Deep Learning, the subset of Machine Learning which employs Deep Neural Networks for generating models, can be used for many things. Today, it's being used in Google Translate, in Uber's app, and in many Computer Vision applications. One of these examples is digit classification in mail delivery. This article will focus on this use case. We will teach you to build your own Neural Network for Digit Classification, but not with the MNIST dataset - which is a pretty common dataset. Rather, we'll be using the USPS Handwritten Digits Dataset, which is made available by scanning many pieces of mail and extracting the digits from them.
The article is structured as follows. Firstly, we'll be taking a look at mail digit classification. Why can it help in the first place? Then, we'll move on to our dataset, the USPS Handwritten Digits Dataset. We will show you how we can use extra-keras-datasets for easy loading of the dataset, and then explore it further. Once we are familiar with the dataset, we will build and train the Deep Learning model, using Python, TensorFlow and Keras. Then, we'll run it, and you will see how it performs.
Let's take a look! 😎
Even though the number of mail sent (and I'm not talking about email here, haha, but real mail) has been decreasing for some years (at least in the country where I live), the number of pieces that has to be processed is still enormous. So enormous even, that we can no longer handle them by hand if we expect next-day delivery, sometimes even same-day delivery.
We therefore have to automate away many of the parts of the mail delivery process. This is especially fruitful in process steps that require many repetitive actions, such as the ones undertaken in a distribution center (the video below shows what's going on in just one USPS distribution center during Christmastime). For example, if a piece of mail comes in, the address must be registered and it must be distributed to some part of the distribution center where mail for a particular region is gathered.
Is scanning the address a highly complex operation requiring large amounts of creativity?
No.
Rather, it's a highly repetitive task: read address, move piece of mail. Read address, move piece of mail. And so on, and so on.

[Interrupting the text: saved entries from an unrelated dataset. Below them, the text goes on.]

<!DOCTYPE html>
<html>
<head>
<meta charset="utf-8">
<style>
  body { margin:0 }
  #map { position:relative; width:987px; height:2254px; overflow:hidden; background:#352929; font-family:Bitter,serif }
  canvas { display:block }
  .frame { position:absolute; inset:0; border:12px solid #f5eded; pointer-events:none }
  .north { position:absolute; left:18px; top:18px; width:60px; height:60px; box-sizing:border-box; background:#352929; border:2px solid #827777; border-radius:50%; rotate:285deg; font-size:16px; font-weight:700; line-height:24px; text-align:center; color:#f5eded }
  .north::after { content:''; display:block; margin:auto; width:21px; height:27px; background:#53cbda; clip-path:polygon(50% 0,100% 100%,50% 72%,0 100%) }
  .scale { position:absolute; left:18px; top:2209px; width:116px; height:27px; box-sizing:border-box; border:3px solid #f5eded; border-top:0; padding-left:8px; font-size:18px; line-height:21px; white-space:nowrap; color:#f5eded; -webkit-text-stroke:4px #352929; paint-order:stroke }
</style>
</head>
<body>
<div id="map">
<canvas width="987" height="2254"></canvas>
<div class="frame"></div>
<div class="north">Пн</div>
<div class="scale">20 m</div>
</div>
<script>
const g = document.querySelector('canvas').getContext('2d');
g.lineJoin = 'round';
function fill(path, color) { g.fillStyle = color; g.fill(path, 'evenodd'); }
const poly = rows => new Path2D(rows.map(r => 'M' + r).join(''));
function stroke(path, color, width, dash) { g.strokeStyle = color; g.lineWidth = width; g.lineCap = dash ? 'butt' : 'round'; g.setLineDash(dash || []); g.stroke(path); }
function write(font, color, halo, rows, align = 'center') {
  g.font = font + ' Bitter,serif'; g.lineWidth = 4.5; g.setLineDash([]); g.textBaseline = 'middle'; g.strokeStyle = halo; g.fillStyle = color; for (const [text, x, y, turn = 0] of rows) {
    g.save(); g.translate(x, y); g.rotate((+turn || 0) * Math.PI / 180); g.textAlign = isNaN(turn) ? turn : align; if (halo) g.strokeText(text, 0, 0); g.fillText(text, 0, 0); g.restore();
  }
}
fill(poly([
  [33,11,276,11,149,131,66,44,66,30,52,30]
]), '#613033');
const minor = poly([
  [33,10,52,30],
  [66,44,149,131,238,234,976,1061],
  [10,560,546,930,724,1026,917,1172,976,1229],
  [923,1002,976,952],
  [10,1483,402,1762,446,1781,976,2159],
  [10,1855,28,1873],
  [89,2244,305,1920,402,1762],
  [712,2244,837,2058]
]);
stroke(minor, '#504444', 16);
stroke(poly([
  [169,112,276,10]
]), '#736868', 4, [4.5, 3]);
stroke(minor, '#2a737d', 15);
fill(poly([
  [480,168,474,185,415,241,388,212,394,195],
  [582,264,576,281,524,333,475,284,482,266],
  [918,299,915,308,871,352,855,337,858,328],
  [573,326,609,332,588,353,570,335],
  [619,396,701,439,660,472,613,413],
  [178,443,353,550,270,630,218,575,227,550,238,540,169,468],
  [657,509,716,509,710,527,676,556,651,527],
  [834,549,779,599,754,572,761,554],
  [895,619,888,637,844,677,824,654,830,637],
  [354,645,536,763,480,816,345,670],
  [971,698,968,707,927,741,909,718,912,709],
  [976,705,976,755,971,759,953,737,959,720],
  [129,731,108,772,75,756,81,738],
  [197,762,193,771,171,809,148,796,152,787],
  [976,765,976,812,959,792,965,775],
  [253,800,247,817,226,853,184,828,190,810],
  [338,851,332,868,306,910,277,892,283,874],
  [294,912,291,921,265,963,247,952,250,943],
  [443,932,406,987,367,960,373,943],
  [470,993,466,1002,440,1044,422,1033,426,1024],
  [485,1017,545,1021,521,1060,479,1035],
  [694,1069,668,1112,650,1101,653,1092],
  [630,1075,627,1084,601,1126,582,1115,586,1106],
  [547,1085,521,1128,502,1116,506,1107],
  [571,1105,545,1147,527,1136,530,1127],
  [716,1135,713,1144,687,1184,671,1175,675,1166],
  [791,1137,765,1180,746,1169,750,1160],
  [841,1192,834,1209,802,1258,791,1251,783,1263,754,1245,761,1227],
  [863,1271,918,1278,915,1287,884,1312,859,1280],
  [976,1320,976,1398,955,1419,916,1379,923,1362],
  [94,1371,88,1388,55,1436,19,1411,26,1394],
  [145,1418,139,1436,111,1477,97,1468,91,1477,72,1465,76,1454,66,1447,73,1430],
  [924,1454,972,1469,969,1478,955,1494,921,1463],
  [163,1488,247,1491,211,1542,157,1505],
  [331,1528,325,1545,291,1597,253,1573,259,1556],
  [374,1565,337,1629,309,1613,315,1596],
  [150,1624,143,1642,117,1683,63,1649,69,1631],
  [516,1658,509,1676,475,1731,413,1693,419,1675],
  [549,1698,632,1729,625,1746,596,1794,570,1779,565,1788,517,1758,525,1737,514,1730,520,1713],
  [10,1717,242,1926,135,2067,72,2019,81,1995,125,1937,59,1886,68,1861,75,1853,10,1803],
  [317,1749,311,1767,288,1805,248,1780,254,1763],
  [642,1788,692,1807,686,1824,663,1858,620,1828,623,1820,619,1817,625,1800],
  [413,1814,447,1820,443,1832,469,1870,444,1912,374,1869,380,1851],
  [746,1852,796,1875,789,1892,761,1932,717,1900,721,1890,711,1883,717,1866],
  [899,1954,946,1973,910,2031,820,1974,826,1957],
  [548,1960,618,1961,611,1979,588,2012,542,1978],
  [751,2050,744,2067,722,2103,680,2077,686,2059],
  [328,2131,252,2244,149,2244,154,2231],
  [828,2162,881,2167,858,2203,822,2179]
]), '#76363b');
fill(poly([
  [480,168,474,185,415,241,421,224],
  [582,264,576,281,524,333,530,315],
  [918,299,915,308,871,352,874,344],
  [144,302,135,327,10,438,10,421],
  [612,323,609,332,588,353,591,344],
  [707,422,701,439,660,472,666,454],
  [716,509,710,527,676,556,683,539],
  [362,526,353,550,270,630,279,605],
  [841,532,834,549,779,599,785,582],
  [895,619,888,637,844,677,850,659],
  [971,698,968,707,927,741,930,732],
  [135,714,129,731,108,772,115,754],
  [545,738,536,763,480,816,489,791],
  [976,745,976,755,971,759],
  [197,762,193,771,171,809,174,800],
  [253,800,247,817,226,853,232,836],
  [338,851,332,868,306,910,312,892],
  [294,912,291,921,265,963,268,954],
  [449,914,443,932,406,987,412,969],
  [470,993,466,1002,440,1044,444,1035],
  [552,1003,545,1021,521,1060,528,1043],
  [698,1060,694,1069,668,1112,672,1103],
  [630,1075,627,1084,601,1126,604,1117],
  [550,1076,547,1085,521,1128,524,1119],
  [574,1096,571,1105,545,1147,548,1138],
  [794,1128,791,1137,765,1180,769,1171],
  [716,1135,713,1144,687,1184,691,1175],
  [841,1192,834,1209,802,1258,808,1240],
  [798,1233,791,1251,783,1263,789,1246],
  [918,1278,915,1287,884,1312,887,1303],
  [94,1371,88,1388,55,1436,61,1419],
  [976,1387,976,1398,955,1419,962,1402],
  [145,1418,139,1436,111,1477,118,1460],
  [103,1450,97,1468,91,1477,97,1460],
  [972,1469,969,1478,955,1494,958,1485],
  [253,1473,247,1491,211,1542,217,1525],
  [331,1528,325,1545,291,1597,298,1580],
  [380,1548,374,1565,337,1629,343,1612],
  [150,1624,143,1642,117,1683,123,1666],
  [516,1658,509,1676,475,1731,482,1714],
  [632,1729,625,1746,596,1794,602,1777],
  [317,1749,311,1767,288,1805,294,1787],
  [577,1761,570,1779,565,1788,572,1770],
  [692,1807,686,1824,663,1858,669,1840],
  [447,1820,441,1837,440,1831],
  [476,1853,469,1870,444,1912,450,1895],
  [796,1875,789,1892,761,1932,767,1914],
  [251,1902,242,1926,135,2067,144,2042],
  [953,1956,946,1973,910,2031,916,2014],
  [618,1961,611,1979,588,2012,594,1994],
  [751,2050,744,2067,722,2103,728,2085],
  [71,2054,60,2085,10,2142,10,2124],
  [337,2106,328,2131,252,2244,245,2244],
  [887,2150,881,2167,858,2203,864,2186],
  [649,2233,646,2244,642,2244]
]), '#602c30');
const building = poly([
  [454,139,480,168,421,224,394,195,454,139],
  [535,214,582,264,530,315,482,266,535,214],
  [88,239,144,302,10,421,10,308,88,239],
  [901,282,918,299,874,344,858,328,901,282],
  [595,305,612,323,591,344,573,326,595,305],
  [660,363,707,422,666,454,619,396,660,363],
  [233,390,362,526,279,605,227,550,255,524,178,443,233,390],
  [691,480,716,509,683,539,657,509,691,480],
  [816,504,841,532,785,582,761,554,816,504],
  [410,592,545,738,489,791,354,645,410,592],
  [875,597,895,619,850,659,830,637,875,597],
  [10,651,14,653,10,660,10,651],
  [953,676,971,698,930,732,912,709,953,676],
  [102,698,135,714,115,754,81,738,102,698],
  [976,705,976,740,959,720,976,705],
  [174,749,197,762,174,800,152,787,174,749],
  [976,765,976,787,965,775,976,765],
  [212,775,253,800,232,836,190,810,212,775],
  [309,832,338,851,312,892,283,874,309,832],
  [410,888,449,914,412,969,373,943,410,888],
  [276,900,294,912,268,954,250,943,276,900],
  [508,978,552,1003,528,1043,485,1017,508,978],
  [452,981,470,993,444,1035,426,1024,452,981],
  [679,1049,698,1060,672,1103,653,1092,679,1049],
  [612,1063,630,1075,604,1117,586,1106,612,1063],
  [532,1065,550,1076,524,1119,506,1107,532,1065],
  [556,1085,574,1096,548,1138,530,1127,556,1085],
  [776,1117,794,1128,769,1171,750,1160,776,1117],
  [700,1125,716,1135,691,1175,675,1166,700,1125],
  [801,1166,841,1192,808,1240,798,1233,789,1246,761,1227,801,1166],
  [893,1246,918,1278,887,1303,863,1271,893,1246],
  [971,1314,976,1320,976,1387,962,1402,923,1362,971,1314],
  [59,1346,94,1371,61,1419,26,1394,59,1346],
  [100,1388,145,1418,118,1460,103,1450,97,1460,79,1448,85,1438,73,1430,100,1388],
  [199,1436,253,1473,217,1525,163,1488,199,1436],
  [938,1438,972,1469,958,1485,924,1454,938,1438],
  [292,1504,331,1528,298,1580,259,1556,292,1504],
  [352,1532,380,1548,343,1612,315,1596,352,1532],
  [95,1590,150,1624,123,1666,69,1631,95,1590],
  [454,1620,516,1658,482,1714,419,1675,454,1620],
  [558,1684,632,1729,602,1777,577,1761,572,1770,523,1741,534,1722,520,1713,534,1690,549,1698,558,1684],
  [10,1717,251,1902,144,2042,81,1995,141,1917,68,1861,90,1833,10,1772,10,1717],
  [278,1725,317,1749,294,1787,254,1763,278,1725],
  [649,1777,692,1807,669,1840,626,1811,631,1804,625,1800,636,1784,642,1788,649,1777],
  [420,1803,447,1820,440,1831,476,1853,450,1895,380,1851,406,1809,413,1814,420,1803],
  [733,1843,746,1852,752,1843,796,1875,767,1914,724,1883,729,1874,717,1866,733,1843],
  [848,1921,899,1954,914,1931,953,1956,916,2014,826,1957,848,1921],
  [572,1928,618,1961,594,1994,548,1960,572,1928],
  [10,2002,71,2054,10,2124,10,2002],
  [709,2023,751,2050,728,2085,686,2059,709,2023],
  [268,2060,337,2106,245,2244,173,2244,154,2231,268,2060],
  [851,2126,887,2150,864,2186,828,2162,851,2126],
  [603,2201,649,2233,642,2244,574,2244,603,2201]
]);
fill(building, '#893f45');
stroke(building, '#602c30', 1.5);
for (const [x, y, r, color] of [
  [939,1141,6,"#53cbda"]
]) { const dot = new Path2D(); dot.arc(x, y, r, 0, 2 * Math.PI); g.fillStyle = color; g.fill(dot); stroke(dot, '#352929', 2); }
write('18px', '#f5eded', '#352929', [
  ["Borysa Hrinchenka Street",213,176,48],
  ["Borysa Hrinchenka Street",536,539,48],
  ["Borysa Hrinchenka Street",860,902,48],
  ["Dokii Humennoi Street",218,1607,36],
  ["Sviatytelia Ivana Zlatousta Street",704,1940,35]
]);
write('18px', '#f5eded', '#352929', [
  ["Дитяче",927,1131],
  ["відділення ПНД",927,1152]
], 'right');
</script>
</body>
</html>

For this reason, automation, and the employment of Machine Learning algorithms - which learn to recognize patterns from datasets and which can later employ these learnings to handle new observations - can be really worthwhile in mail distribution centers. In fact, many such algorithms have been around for years, using camera techniques and smart actuators for distributing the mail into the right buckets. It speeds up the mail sorting process and hence the time between sending your mail and a happy smile at the receiving end of the mail process :)
In this article, we'll try to find whether we can build (parts of) such a mail classification system ourselves. We'll be specifically focusing on digits, being the numbers 0 to 9. Using Computer Vision technology and Deep Learning, we will build a Neural network capable of classifying mail digits correctly in many cases. Let's take a look at our dataset first.
https://www.youtube.com/watch?v=A3UCmTr5RBk
For building our Neural Network, we will be using the USPS Handwritten Digits Dataset. It is a dataset made available in Hull (1994). It is in fact quite an extensive dataset:
An image database for handwritten text recognition research is described. Digital images of approximately 5000 city names, 5000 state names, 10000 ZIP Codes, and 50000 alphanumeric characters are included.
Hull (1994)
It was constructed as follows:
Each image was scanned from mail in a working post office at 300 pixels/in in 8-bit gray scale on a high-quality flat bed digitizer. The data were unconstrained for the writer, style, and method of preparation. These characteristics help overcome the limitations of earlier databases that contained only isolated characters or were prepared in a laboratory setting under prescribed circumstances.
Hull (1994)
Let's now take a look at the data in a bit more detail. In order for easy accessibility, we have made available the dataset in our Extra Keras Datasets package which can be installed really easily: pip install extra-keras-datasets
. We can then call load_data(...)
to load the data, as we can see here:
from extra_keras_datasets import usps
# Load dataset
(X_train, y_train), (X_test, y_test) = usps.load_data()
Using Matplotlib, we can then visualize the dataset. If we visualize six random images, we get the following results. Clearly, we are working with small images (they are pixelated if we make them bigger). The dataset also seems to be prepared nicely: numbers are centered, and all numbers are surrounded by a black box (likely, by taking the inverse color after scanning). What's more, the numbers are grayscale digits, which also removes the aspect of color from the equation.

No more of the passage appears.